Doch Spaß beiseite. Die Lage ist bitterernst. Schon müssen Politiker fürchten, alsbald für ihr Versagen brachial zur Verantwortung gezogen zu werden. Die ersten bauen vor und verhüllen ihre wahre Identität unter ulkigen Tarnbezeichnungen. So nennt sich eine SPD-Abgeordnete neuerdings Sigrid Skarpelis-Sperk. Was offenbar als Pseudonym gedacht war, klingt indessen eher nach Alkoholkontrolle: "Nichts getrunken? Na, dann sagen Sie mal Skar..." Wer da heil durchkommt, muß in der Tat stocknüchtern sein.

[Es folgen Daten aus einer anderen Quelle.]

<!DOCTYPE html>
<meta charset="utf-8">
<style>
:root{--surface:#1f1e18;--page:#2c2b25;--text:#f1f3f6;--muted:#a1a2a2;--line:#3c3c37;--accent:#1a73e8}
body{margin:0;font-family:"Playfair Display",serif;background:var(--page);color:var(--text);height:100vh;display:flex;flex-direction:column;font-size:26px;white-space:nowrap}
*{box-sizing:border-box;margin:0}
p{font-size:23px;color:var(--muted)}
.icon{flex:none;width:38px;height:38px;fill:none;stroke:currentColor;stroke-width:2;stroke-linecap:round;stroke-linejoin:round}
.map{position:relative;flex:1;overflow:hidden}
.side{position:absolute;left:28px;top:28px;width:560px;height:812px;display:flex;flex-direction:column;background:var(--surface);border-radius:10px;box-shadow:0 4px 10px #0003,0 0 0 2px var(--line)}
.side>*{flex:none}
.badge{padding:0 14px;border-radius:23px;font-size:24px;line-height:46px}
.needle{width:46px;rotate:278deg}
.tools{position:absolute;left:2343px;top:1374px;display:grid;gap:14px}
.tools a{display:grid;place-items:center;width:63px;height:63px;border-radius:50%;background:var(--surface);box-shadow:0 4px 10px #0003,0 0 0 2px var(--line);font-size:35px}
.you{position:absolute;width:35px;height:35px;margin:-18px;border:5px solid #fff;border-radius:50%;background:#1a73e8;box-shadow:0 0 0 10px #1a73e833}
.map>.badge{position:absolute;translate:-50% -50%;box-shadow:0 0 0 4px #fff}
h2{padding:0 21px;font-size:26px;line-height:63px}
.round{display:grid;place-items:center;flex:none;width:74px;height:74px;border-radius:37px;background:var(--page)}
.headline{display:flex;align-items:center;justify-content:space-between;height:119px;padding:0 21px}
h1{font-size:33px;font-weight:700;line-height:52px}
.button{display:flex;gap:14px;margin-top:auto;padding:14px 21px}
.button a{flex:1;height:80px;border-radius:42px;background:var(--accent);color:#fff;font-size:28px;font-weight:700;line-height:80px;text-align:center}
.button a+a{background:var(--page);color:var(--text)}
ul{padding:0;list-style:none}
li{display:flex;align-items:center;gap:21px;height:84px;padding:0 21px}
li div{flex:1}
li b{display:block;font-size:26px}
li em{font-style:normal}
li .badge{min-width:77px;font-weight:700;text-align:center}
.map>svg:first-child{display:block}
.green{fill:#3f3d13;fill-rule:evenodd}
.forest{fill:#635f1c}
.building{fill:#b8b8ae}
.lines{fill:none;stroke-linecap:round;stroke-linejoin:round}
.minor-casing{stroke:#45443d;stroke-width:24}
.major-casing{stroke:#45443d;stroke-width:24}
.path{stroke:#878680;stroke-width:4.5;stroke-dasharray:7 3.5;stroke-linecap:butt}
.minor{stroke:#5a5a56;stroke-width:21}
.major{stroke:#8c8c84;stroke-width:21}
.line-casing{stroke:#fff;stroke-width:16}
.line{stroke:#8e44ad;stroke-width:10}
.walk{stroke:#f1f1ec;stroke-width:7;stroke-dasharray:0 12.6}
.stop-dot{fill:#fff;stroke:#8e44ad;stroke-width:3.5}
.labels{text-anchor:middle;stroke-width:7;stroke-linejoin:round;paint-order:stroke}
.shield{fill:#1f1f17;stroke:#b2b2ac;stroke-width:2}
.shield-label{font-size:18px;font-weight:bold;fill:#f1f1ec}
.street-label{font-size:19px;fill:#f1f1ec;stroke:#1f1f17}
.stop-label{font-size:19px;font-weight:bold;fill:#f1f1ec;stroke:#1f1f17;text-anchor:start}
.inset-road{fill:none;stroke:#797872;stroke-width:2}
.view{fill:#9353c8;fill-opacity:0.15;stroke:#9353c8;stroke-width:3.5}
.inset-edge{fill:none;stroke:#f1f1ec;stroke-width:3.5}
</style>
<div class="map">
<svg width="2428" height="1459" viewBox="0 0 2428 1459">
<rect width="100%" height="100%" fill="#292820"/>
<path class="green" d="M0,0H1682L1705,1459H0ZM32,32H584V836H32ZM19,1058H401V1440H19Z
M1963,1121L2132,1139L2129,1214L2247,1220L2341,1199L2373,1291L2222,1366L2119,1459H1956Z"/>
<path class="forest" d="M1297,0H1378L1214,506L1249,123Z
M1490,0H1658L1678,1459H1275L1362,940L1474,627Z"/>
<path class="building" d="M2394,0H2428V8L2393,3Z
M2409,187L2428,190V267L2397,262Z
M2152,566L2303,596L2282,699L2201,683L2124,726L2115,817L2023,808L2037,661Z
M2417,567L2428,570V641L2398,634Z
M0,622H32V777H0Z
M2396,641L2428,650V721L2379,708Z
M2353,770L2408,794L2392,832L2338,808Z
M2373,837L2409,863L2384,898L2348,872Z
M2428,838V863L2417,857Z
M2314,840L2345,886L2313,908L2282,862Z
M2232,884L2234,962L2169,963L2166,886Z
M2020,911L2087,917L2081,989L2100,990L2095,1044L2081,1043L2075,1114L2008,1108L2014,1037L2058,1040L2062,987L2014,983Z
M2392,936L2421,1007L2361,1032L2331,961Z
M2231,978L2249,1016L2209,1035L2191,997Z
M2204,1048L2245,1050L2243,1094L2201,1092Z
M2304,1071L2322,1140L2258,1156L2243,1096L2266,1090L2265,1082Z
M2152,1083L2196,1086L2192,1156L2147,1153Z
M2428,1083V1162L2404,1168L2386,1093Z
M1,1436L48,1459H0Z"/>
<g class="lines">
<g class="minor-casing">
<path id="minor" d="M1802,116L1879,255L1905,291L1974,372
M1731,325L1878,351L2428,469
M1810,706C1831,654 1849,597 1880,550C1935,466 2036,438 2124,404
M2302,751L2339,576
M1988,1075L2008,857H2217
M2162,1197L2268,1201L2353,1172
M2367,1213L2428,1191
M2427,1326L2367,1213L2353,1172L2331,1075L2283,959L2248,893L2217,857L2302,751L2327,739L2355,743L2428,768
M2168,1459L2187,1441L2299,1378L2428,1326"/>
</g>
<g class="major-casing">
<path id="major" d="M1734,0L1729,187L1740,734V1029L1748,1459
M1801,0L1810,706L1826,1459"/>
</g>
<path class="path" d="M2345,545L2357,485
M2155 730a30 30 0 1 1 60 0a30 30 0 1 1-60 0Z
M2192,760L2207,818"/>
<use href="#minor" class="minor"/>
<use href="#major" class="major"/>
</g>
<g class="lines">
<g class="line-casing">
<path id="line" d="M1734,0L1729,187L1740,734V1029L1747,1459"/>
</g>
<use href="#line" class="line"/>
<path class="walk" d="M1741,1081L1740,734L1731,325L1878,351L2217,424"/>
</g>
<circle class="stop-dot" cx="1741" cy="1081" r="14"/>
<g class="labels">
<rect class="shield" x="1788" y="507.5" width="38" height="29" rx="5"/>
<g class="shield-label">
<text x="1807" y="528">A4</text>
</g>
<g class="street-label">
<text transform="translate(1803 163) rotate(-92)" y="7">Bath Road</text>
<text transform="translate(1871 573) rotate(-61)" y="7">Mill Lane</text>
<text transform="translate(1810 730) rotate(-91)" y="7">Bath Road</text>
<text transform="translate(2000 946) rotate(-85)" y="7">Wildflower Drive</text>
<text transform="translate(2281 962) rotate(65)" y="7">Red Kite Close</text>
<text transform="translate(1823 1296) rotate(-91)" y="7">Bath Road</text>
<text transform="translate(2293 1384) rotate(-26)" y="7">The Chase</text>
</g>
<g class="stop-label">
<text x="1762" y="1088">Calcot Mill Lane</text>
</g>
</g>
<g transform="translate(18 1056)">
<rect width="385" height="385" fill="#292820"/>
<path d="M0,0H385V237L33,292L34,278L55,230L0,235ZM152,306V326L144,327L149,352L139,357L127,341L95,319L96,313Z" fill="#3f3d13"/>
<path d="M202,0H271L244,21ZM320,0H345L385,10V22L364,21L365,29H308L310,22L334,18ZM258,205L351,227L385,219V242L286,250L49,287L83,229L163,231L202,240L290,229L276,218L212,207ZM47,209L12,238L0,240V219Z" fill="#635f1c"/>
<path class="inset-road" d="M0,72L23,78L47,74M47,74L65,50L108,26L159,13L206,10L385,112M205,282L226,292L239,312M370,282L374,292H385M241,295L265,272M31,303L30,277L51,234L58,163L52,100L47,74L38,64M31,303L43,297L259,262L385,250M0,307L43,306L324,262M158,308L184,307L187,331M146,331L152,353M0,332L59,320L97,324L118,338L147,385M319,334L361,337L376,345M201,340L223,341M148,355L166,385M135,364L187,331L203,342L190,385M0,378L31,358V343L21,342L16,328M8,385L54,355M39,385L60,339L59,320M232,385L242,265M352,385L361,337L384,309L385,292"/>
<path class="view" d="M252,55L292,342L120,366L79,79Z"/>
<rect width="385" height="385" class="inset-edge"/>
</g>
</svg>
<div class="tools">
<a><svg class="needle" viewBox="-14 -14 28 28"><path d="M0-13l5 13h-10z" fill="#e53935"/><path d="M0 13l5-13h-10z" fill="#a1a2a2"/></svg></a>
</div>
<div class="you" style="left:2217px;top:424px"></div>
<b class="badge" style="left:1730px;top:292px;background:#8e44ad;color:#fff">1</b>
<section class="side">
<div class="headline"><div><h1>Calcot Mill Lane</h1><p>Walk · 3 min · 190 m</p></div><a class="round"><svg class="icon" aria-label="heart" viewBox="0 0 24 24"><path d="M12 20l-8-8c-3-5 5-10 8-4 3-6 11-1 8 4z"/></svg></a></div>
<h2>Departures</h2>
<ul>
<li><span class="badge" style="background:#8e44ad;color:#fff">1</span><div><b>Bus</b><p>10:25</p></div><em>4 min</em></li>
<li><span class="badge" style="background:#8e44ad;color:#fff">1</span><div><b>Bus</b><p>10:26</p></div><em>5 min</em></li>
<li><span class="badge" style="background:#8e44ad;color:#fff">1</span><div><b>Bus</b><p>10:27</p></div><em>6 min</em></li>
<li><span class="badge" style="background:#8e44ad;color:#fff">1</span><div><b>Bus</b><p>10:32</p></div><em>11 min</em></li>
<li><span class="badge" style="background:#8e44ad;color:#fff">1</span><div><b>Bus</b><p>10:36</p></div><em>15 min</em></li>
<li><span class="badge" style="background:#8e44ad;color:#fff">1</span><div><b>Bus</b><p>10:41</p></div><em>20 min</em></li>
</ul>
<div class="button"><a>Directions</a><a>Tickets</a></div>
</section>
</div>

Roland Koch ist dem US-Präsidenten "eher zufällig" im Weißen Haus über den Weg gelaufen, sagt Schröders Regierungssprecher. Das regt zum Nachdenken an. Wie hat er das gedeichselt? Kann man sich dort ein Zimmer nehmen und George Bush beim Frühstücksbüfett auflauern? Hat sich der hessische Ministerpräsident in die Serviette des mächtigsten Mannes der Welt einrollen lassen, um in seine Nähe zu gelangen? Oder hat er sich unter die Gartenfrösche gemischt, ist mit denen unbemerkt in den Park eingedrungen und dann durch die Katzenklappe ins Haus gehuscht? Verwirrt müssen wir eingestehen, daß wir über die verästelten Hintergründe der Weltpolitik nur sehr wenig Kenntnis haben.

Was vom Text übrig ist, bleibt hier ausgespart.